- Also known as: Nick de Spig
- Born: Nicholas Laurence Feldman 1 May 1955 (age 71)
- Origin: North London, England
- Genres: Rock; pop; pop rock; dance; new wave;
- Occupations: Musician; singer; composer; manager; publisher; investor; audition judge; talent scout for The Voice;
- Instruments: Bass guitar; guitar; keyboards; vocals;
- Years active: 1977–present
- Labels: Rewind; Arista; Geffen; Epic; Sony;
- Member of: Wang Chung
- Formerly of: Promised Land
- Website: wangchung.com

= Nick Feldman =

English musician (born 1955)

Nicholas Laurence Feldman (born 1 May 1955) is an English musician best known for forming the British new wave band Wang Chung in 1980. Feldman was half of the duo Promised Land, which also featured Jon Moss of Culture Club. He was a founding investor in Interactive Ideas and has worked for Warner Brothers, Sony Music and SonyBMG.

==Biography==
Feldman was raised Jewish. He attended Highgate School and the University of Liverpool, originally studying psychology; however, his interest in the subject waned before graduation. After leaving the university he joined DJM Live Music Agency, signing Adam and the Ants. Before university, Feldman was involved in music. He left DJM to become a musician and form a band. Feldman has a younger brother, Steven, and a sister, Alexandra (a logo designer who designed the album art for Huang Chung). His father was Basil Feldman, Baron Feldman, a Conservative member of the House of Lords, and his aunt was the actress Fenella Fielding.

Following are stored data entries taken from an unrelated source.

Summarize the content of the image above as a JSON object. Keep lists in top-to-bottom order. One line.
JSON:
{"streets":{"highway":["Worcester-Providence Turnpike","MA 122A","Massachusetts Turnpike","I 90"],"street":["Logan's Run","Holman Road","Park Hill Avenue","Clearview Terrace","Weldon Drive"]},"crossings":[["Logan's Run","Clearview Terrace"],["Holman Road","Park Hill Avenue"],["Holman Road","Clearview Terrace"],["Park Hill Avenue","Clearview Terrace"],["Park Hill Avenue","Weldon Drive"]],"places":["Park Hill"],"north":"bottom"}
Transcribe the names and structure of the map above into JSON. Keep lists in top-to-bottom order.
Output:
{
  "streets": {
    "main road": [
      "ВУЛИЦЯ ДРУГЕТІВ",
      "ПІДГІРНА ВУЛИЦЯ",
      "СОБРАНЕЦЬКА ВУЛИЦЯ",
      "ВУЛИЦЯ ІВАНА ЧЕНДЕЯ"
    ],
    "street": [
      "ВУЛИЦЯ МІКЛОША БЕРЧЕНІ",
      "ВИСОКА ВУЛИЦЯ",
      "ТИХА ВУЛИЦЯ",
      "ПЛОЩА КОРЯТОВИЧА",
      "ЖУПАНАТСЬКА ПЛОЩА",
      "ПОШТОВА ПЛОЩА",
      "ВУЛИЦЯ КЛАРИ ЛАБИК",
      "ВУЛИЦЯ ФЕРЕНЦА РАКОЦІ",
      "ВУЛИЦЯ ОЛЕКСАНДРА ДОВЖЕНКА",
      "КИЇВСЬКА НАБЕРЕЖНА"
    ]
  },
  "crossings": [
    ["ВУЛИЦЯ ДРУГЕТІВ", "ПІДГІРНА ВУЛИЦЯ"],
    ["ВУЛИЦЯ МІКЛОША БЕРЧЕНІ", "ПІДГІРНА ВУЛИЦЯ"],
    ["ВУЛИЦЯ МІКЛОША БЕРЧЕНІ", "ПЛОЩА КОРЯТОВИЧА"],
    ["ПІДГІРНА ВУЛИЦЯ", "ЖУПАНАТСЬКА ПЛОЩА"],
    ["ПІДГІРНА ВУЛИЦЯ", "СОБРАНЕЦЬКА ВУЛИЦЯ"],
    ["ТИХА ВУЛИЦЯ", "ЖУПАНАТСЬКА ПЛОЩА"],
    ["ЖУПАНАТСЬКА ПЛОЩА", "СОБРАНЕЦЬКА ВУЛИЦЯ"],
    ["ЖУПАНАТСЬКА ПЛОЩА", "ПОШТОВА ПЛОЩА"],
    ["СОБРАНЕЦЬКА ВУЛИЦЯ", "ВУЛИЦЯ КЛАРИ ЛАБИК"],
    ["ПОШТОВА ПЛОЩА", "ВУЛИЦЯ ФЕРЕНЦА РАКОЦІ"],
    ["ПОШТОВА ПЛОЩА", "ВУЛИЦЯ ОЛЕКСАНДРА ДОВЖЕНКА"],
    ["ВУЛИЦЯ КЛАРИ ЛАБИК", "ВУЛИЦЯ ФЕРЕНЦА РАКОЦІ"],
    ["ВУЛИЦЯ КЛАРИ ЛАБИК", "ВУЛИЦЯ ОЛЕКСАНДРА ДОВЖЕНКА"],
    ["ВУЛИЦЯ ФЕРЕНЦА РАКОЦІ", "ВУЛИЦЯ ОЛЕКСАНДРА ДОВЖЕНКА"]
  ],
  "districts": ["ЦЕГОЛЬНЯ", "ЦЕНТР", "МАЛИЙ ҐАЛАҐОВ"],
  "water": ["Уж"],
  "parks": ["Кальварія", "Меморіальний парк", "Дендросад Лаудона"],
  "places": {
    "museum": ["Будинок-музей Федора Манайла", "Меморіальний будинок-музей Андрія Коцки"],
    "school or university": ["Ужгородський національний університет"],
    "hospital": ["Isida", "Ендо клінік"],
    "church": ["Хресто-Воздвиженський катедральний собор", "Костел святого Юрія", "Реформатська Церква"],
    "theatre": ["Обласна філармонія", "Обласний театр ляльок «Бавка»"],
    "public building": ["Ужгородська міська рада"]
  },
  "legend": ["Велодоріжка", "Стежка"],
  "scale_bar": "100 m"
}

==Wang Chung era (1977–1991)==
Bassist-keyboardist Feldman formed a band in the mid-1970s. He placed a help-wanted advertisement in the weekly British music magazine Melody Maker for additional band members. Singer and guitarist Jeremy Ryder (known professionally as Jack Hues) answered Feldman's ad. Feldman and Hues would eventually form the core duo of Wang Chung. Mike Berry (an American bassist and songwriter) also answered the ad. Mike Smith (a keyboardist friend of Feldman) and drummer Paul Hammond were already members of the band. Hammond had already enjoyed some success in the 1970s band Atomic Rooster. Smith soon left after being signed as a songwriter by Chinn and Chapman. After a year and a half, Berry left the band, going solo as Michael Hamilton Berry. In less than a year, the band split up.

With the rising punk music movement in Britain in the late 1970s, Feldman and Hues formed the Intellektuals in mid-1977. Two years later, Feldman and Hues formed 57 Men with future Wang Chung drummer Darren Costin, bassist Leigh Gorman, keyboardist Simon Campbell and vocalist Glenn Gregory. The band broke up 18 months later, but Feldman, Hues, and Costin remained together and in late 1979 became known as Huang Chung. At this time, Feldman was known professionally as Nick De Spig.

Huang Chung released two singles in 1980 for independent music company Rewind Records. In May 1981, the band signed a two-album agreement with Arista Records, releasing its self-titled debut album the following year. That year (still as Nick De Spig), Feldman co-wrote one track of the album Walls Have Ears by Blanket of Secrecy.

In 1983, Huang Chung signed with Geffen Records in the U.S. They wanted to change their name from Huang Chung to something more understandable; Geffen insisted that they keep the name, only changing the spelling to Wang Chung. Feldman returned to his real name professionally. After a summer tour for their first Geffen album (Points on the Curve) in 1984, Costin left the band to pursue a solo career. Without a full-time drummer, Wang Chung continued recording, releasing singles (including "Dance Hall Days" and "Everybody Have Fun Tonight" which reached No. 2 on the Billboard chart in 1986), four gold and platinum albums and touring extensively. In addition to writing and producing for Wang Chung, Feldman scored the William Friedkin film To Live and Die in L.A., and wrote and performed for John Hughes' The Breakfast Club.

==Post-Wang Chung era==
The band quietly broke up in 1990. Shortly afterward, Feldman joined Jon Moss of Culture Club to form Promised Land. They released a cover version of Thunderclap Newman's "Something in the Air", which was the New Musical Express Single of the Week upon its release. Promised Land was signed by Pete Tong's FFRR label, recording their self-titled debut album for Epic Records in the U.S. Within two years the band broke-up and Feldman became a founding investor in a multimedia software distribution company, Interactive Ideas.

After scoring a number of film and TV projects, Feldman became A&R manager for Warner Music UK Limited.

In 1997, (whilst still working for Warner Bros) Feldman and Hues briefly reunited for the release of their first greatest-hits album on Geffen Records, recording a new track ("Space Junk") as a bonus track. Feldman worked at Warner Bros until 2001, when he became head of A&R at Sony Europe for five years.

In 2005, Wang Chung appeared on Hit Me Baby One More Time on ABC in the U.S., performing "Everybody Have Fun Tonight" and "Hot in Herre" by Nelly. Wang Chung reformed, working on a new album whilst Feldman still worked at Sony. He left Sony to concentrate on finishing the Wang Chung album and to expand into artist management.

Wang Chung has toured the U.S. four times from June 2009 to September 2010 and planned to release their album, Tazer Up!, in conjunction with another tour. In 2011–2012 Feldman judged auditions and talent-scouted for the BBC One show, The Voice.